Квентин, охваченный психоделическим вихрем зелени, не сразу понял, что лежит на задней террасе Брекбиллса в летний день. Кампус после полярных льдов ошарашивал красками, звуками и теплом. Квентин зажмурился. Опять дома!
Он перевернулся на спину. Каменный пол грел спину, птицы оглушительно щебетали. Открыв глаза, он увидел нечто еще более странное, чем трава и деревья: высокого сутулого мага на фоне антарктического пейзажа. Снег клубился вокруг него и таял, попадая в портал. Это напоминало овальную живописную панель, висящую в воздухе, но волшебное окно уже закрывалось. Сейчас он вернется в свой опустевший полярный замок, подумал Квентин и помахал Маяковскому, но тот смотрел не на него, а на Лабиринт. На его лице читалась такая тоска, что Квентин отвел глаза.
Портал закрылся. Шел месяц май, наполненный пыльцой воздух после разреженной антарктической атмосферы казался густым и горячим, как суп. Это напомнило Квентину его первый день, когда он прибыл в Брекбиллс прямо из промозглого Бруклина. Солнце палило вовсю. Он чихнул.
Его встречали Элиот, Джош и Дженет в старой брекбиллсской форме, потолстевшие и довольные — можно было подумать, что с января они только и делали, что жевали сэндвичи с растопленным сыром.
— Добро пожаловать, — сказал Элиот, вгрызаясь в желтую грушу. — Нам о тебе сказали всего десять минут назад.
— Ох и тощий же ты, — вытаращил глаза Джош. — Чародею требуется усиленное питание и, вероятно, душ.
Квентин знал, что через пару минут расплачется и потеряет сознание. Все еще закутанный в кусачее одеяло, он лежал и смотрел на свои застывшие бледные ноги. Признаков обморожения он не видел — один палец, правда, торчал не под тем углом, но пока не болел.
Как комфортно, когда лежишь на горячем камне, а на тебя смотрят сверху. С ума сойти. Наверно, полагалось бы встать, хотя бы из вежливости, но двигаться ему пока не хотелось. Полежать еще хотя бы минутку. Он заслужил отдых.
— Ты в порядке? — спросил Джош. — Как это было?
— А Элис-то тебя кинула, — сказала Дженет. — Вернулась два дня назад и тут же домой отправилась.
— Ты полторы недели пробыл во льдах, — добавил Элиот. — Мы беспокоились.

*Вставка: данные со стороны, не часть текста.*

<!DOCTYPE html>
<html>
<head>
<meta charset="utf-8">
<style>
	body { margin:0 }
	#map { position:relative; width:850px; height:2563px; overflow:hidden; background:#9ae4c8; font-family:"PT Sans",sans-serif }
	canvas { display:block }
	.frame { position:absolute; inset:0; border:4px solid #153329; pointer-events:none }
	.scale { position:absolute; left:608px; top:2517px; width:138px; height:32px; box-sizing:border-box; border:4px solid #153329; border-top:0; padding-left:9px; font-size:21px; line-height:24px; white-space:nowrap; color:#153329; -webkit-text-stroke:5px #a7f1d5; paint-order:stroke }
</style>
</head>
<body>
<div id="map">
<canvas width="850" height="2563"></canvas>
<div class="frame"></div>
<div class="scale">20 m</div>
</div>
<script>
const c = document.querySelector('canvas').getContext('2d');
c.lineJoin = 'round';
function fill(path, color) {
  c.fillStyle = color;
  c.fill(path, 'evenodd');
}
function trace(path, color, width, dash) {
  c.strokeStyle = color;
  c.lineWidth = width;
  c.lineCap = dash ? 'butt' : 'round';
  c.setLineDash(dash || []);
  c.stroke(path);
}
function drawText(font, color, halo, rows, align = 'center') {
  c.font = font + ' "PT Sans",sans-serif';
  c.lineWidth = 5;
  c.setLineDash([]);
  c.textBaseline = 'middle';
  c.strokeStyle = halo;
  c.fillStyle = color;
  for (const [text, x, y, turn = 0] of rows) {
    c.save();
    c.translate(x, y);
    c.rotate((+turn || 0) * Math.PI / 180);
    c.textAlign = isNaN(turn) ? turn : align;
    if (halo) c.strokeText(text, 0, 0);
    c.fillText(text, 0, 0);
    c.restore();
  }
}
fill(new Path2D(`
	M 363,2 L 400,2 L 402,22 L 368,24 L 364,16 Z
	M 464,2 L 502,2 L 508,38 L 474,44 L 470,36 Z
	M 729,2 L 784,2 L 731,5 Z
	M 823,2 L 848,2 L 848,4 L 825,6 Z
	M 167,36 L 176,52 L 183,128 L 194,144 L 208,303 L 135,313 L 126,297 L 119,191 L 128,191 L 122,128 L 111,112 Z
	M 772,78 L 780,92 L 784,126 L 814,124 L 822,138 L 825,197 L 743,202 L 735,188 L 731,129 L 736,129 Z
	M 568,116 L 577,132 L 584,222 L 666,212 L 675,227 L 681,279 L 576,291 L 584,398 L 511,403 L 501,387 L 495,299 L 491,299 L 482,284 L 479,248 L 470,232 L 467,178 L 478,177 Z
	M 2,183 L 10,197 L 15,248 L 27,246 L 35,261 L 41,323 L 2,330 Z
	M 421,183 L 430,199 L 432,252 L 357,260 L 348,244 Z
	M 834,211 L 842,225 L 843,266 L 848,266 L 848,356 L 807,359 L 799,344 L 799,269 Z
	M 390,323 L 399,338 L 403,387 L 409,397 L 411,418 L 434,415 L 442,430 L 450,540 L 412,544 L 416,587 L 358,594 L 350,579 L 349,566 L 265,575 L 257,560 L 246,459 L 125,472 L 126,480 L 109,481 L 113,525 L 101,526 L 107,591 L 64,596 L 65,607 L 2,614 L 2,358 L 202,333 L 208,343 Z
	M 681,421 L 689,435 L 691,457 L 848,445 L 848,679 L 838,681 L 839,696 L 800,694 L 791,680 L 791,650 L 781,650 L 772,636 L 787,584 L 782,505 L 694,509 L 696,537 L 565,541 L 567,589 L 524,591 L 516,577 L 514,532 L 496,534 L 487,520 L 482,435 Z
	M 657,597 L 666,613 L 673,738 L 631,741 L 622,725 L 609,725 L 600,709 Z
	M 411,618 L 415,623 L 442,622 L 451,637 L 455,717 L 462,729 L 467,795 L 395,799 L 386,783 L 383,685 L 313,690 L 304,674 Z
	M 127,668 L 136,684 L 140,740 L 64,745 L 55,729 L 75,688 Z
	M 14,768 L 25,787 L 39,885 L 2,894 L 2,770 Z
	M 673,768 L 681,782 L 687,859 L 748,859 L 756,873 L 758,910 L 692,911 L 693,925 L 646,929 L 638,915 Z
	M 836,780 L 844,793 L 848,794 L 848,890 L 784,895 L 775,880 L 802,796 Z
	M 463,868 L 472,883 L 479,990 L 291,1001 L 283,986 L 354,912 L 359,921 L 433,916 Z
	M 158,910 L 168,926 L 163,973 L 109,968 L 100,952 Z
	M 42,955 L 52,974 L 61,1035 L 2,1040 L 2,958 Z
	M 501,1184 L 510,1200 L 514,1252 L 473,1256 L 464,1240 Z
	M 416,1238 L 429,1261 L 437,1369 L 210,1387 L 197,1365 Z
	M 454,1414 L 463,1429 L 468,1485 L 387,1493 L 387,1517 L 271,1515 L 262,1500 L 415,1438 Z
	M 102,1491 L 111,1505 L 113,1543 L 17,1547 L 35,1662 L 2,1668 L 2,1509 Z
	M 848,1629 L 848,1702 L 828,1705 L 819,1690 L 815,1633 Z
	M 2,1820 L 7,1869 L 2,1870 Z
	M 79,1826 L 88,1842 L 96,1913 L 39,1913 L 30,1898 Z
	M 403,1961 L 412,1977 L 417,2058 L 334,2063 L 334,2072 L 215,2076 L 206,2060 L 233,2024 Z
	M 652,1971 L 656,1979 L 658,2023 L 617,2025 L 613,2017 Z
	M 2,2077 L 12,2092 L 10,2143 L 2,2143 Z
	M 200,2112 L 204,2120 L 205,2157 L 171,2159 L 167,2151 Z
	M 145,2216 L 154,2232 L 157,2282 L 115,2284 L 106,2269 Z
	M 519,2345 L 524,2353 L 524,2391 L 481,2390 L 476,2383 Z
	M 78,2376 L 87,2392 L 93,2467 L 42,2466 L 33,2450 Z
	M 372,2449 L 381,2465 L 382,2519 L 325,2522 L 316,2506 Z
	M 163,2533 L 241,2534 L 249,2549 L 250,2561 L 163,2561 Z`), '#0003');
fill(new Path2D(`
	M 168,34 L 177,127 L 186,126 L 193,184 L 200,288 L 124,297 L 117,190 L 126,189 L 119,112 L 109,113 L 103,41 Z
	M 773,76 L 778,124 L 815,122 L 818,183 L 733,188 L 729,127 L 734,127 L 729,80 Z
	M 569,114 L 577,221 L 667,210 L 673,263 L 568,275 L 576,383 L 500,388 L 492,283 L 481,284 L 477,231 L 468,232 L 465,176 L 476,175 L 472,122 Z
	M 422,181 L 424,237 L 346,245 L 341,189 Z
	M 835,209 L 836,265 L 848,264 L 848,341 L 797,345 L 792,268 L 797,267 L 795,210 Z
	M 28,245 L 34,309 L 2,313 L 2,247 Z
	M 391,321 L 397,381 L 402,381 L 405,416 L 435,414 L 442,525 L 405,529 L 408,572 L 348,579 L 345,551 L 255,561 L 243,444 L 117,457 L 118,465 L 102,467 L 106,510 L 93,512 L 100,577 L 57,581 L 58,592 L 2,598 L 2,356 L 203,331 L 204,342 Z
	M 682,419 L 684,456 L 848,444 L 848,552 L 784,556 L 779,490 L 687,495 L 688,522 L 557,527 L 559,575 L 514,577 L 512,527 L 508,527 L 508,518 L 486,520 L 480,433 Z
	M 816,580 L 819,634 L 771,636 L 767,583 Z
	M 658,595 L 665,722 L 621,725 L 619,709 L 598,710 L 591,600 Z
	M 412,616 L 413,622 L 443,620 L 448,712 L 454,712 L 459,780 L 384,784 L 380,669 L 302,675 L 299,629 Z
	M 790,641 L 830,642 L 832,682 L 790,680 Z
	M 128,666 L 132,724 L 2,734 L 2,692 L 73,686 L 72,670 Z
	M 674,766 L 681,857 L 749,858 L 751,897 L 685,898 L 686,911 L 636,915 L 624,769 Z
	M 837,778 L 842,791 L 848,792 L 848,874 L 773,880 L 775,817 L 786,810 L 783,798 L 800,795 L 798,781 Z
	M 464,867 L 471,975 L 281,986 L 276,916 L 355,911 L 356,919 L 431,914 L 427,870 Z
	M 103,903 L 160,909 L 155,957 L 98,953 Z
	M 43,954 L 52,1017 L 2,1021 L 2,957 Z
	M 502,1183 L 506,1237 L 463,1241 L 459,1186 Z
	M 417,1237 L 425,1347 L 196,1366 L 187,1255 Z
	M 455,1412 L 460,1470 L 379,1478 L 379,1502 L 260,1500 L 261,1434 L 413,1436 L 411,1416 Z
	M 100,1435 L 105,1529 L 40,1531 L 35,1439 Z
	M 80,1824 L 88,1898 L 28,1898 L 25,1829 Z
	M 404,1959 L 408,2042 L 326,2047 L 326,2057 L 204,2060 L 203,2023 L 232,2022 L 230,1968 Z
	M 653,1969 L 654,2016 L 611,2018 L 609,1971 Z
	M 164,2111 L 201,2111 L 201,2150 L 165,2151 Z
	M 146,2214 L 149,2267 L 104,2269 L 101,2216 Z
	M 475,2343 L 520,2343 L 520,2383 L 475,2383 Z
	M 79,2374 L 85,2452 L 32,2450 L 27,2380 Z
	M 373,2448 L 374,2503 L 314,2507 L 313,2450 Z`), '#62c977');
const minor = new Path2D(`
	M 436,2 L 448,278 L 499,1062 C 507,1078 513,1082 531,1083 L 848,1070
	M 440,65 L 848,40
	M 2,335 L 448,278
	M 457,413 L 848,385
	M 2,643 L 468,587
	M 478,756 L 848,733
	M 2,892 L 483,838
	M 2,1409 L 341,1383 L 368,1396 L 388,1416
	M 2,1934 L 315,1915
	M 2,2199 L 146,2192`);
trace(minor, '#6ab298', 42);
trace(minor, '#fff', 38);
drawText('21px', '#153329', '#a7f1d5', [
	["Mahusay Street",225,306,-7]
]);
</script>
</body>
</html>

Ну чего они треплются? Другое дело, если бы он мог просто лежать и молчать. Просто смотреть на них, и слушать, как чирикают птицы, и чувствовать под собой нагретые плиты. Да еще бы стакан воды, пить страшно хочется. Он хотел сказать об этом своем ощущении, но из пересохшего горла вырвался только хрип.
— Он, кажется, хочет что-то спросить. — Дженет откусила от Элиотовой груши. — Ну да, правильно. Кроме вас двоих, больше никто не пошел. Что мы, дураки, что ли?